In coming to these conclusions, the court highlighted the fact the SPA was a negotiated agreement between represented and sophisticated parties, and had the parties intended for the distributor analysis to be included in the scope of the SPA, the parties would have done so. Notwithstanding the foregoing admonition, negotiated acquisition agreements do not typically include detailed representations on sales projections, and do not normally attach or incorporate materials such as the distributor analysis, but these materials seem to fall naturally within the types of statements a buyer would intend to be addressed by a full-disclosure representation. In essence, the court seems to be of the view that even broadly written full-disclosure representations have limitations, and cannot be used to bring in materials and topics not addressed by express representations in an acquisition agreement.

This case serves as a reminder to buyers that even a negotiated full-disclosure representation may not provide a meaningful remedy beyond the representations in the agreement.

In coming to its decision, the court also pointed to the fact that the statements at issue were provided in the early stages of the negotiations, through an investment banker whose job was to sell the transaction. As a result, it is not entirely clear the same decision would have been reached had the alleged misrepresentations been included in materials provided in response to specific diligence requests during the later stages of the deal negotiations, even if these materials were not explicitly referenced in the SPA.

From the perspective of a seller, this case highlights the benefits and protections of well-drafted non-reliance and integration clauses, particularly if a buyer is insisting on a broad full-disclosure representation. From a buyer‟s perspective, this case reinforces the need to exercise caution in relying on a full-disclosure representation.
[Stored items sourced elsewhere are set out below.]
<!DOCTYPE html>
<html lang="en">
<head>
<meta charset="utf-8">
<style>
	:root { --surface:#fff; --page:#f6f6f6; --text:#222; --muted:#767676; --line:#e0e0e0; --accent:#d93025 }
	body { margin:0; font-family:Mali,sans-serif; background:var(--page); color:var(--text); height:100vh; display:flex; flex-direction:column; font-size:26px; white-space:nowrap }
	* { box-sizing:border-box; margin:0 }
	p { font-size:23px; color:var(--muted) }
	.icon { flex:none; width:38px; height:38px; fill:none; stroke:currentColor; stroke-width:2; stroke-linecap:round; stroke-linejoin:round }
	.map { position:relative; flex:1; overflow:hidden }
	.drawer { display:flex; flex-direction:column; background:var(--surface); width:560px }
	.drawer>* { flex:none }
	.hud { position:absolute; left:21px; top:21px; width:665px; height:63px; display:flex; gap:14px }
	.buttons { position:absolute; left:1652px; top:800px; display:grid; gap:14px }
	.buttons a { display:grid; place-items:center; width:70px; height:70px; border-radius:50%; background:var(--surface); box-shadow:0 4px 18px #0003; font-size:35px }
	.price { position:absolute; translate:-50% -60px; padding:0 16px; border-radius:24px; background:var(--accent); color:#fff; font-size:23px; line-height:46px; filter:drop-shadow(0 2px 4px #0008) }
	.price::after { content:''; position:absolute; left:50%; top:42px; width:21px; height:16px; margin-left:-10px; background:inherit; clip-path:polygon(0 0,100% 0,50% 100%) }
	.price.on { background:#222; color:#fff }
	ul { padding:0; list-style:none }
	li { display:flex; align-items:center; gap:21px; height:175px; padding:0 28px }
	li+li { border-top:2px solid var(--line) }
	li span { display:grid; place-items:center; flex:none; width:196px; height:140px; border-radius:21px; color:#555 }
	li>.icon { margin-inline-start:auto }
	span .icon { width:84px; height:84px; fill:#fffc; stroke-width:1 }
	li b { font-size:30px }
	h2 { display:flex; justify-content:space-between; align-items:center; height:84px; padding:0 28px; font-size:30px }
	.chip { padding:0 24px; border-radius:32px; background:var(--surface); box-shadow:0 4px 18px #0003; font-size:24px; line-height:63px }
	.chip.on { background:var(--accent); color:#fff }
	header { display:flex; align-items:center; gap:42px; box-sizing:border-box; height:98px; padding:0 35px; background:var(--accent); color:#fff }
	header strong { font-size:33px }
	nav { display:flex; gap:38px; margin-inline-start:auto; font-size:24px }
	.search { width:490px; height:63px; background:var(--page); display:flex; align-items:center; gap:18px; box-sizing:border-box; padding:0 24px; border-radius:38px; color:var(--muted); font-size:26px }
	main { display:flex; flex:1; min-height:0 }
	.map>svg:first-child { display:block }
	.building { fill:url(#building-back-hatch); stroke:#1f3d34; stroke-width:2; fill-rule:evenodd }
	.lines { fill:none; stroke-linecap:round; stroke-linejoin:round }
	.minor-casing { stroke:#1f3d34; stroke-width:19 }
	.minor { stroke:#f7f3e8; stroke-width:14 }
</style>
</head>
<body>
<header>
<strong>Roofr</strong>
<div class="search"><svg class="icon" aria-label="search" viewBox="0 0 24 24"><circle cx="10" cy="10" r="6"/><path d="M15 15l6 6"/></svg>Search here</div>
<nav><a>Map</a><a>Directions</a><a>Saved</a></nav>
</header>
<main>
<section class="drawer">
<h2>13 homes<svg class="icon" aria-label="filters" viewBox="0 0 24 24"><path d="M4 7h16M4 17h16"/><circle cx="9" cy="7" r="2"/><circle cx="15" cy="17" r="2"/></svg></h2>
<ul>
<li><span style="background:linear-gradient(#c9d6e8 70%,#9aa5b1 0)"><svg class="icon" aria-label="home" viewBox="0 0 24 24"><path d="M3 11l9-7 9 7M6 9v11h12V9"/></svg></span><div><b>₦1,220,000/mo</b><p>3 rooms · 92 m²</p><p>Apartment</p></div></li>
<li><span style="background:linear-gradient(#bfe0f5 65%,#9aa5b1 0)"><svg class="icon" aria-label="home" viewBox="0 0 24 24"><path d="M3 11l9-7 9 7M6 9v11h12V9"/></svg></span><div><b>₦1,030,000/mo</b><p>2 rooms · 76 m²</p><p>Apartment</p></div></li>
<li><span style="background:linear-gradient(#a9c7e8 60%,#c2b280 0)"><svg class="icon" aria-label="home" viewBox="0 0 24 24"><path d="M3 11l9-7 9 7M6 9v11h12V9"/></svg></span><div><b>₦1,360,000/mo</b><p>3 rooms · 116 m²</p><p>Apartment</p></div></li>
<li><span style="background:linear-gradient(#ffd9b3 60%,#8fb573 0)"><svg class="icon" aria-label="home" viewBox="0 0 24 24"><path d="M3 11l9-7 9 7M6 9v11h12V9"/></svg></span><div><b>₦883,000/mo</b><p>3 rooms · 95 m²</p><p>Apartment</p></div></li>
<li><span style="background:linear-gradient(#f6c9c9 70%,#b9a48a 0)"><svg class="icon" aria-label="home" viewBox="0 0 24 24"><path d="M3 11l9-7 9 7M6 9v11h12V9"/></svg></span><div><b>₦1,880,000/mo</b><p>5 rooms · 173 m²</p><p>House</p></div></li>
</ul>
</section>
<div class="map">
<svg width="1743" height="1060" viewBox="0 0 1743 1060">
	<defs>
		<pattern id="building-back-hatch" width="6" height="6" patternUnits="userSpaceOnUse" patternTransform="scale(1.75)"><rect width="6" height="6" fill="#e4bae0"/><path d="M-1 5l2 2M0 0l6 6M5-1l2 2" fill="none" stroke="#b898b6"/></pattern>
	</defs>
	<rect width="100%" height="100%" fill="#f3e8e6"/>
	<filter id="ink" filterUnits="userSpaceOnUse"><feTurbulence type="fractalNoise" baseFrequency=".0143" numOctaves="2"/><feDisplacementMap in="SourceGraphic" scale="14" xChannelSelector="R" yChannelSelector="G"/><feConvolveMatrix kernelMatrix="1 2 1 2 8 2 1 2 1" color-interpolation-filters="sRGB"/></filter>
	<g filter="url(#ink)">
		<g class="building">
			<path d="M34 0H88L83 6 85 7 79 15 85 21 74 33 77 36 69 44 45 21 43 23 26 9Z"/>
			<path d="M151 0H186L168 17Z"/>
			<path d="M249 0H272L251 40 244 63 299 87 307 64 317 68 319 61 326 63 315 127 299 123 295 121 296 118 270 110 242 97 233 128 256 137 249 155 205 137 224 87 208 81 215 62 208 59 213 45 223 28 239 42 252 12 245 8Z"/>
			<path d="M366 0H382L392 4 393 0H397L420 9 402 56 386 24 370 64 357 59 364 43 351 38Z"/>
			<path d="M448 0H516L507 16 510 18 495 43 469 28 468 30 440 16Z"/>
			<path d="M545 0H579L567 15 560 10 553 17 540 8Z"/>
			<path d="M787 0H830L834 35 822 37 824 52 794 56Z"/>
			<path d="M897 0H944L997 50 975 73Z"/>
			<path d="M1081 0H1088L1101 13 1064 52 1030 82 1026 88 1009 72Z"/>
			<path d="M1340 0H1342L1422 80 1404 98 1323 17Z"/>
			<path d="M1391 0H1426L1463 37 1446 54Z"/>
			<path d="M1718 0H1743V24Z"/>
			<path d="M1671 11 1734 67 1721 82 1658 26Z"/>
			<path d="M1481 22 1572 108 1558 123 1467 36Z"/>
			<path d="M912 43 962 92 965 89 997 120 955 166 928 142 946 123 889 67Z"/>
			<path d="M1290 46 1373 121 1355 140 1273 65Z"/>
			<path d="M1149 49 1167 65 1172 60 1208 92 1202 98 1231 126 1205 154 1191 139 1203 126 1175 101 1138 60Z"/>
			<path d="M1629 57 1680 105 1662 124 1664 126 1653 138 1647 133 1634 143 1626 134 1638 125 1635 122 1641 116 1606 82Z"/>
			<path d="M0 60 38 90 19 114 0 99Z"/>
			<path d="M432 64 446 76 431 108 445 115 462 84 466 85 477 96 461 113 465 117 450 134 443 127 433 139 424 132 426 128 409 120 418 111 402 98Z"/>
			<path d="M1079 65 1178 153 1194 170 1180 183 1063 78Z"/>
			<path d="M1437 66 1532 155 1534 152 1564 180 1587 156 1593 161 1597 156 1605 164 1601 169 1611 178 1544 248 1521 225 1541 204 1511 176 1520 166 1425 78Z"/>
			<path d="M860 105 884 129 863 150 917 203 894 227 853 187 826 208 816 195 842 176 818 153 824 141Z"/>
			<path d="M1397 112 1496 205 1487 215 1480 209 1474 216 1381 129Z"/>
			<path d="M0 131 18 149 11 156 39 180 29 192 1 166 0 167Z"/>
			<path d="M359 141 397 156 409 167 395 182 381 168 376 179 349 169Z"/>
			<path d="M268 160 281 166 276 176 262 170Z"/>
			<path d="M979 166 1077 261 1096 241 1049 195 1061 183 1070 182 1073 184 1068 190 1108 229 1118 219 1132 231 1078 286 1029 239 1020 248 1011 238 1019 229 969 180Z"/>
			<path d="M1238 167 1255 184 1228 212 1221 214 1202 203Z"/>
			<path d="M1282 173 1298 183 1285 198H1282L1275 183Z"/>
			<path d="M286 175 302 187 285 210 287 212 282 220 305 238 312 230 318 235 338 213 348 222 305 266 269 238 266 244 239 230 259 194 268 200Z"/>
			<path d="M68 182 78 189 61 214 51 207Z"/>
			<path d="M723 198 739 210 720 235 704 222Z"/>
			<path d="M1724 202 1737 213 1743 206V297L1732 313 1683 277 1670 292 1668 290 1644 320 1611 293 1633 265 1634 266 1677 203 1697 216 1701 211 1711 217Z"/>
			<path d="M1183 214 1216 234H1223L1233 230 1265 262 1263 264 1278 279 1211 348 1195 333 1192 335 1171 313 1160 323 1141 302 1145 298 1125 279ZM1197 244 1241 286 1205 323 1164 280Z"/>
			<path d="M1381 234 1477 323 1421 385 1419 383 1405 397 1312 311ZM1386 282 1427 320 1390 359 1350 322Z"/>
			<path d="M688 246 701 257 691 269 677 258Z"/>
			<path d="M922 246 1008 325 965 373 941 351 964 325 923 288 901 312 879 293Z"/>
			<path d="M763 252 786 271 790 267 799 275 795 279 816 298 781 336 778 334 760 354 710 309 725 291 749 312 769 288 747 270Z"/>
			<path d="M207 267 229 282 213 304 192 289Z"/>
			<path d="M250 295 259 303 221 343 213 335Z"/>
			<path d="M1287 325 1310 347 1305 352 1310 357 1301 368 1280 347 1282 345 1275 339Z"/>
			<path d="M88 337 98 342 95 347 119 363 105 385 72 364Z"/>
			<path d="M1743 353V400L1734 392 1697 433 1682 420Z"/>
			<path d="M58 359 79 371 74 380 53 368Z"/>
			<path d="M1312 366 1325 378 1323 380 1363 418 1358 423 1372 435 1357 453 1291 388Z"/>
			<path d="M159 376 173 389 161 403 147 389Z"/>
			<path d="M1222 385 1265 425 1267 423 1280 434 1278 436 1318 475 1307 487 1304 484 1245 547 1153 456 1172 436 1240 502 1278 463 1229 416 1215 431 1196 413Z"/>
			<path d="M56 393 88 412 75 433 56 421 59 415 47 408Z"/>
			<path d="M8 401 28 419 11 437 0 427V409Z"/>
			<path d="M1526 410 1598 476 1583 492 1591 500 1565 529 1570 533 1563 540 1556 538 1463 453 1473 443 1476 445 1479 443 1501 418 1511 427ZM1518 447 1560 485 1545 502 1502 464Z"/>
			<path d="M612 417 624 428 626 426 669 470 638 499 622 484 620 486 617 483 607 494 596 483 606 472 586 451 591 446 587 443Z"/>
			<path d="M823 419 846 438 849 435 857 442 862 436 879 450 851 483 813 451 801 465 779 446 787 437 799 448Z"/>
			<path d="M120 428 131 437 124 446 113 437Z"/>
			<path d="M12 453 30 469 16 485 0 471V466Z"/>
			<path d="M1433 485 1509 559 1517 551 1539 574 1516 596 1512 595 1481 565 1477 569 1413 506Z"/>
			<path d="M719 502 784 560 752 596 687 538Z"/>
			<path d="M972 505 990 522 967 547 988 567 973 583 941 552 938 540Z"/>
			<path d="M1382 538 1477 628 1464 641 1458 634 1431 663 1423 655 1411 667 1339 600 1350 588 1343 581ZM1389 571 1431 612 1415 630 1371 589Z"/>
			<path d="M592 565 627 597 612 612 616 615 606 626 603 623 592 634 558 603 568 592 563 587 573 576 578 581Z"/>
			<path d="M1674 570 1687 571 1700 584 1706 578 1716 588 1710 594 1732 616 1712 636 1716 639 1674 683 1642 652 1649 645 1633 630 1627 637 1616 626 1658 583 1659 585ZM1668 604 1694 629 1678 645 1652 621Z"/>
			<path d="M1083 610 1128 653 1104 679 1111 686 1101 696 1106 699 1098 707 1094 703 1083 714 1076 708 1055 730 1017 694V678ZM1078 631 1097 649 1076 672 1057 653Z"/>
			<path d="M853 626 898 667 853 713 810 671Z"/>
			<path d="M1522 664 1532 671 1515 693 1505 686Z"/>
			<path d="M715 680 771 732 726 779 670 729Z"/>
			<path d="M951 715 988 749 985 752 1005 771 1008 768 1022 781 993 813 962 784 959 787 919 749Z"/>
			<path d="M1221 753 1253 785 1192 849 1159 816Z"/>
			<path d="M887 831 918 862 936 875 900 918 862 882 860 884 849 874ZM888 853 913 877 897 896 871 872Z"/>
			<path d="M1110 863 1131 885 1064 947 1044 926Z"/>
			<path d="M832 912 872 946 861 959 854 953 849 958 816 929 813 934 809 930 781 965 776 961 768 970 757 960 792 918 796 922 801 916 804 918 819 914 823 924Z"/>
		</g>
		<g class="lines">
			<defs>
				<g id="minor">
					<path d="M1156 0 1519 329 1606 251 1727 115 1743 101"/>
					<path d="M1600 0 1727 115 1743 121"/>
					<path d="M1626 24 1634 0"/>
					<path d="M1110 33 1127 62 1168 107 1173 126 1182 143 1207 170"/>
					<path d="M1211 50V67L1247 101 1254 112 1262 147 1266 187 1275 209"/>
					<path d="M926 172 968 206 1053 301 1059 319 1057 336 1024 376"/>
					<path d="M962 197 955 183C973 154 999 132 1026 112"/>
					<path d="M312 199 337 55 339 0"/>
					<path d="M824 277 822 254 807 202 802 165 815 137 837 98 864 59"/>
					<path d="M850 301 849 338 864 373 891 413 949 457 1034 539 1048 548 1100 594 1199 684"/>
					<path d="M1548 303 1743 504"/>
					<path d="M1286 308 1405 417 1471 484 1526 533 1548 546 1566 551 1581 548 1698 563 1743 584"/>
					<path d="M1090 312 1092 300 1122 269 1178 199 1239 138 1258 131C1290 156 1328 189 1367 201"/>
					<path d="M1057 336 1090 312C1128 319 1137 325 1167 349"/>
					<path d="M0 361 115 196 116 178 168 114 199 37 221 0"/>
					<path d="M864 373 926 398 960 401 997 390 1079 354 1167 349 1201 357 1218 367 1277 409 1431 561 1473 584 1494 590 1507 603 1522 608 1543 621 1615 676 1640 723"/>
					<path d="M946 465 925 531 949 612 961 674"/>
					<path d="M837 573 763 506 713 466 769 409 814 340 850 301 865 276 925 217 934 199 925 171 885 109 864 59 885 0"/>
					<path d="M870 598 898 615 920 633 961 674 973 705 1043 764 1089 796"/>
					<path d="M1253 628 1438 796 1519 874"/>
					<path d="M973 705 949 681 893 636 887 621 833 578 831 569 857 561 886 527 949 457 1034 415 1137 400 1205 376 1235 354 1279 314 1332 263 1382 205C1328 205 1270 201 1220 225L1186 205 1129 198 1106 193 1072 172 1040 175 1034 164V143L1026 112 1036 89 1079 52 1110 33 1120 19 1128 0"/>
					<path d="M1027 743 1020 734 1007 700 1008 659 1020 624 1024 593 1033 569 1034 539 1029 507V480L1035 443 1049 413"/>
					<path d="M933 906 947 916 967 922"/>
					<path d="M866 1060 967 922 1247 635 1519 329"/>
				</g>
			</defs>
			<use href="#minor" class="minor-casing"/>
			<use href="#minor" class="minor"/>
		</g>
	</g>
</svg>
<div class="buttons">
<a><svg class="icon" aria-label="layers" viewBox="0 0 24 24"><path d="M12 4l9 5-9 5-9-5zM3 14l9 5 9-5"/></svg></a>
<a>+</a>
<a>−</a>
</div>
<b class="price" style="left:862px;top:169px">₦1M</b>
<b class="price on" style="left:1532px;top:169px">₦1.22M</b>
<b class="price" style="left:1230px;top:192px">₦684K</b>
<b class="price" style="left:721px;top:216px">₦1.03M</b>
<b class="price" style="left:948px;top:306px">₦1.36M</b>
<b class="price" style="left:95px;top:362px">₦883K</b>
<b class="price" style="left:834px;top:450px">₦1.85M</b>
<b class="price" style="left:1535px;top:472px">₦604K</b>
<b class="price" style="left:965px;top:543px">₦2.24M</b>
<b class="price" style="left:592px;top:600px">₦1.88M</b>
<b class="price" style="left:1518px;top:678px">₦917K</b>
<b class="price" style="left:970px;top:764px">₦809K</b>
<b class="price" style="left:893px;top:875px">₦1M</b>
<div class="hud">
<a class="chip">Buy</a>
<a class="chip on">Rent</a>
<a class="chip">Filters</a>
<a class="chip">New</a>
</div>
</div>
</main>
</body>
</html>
The full-disclosure representation in the Pyott-Boone SPA was buyer-favorable, but in harmonizing this provision with the non-reliance and integration clauses, the court seems to give limited meaning to the language that included within the representation‟s scope "statements pursuant [to the SPA]." This case serves as a reminder to buyers that even a negotiated full-disclosure representation may not provide a meaningful remedy beyond the representations in the agreement.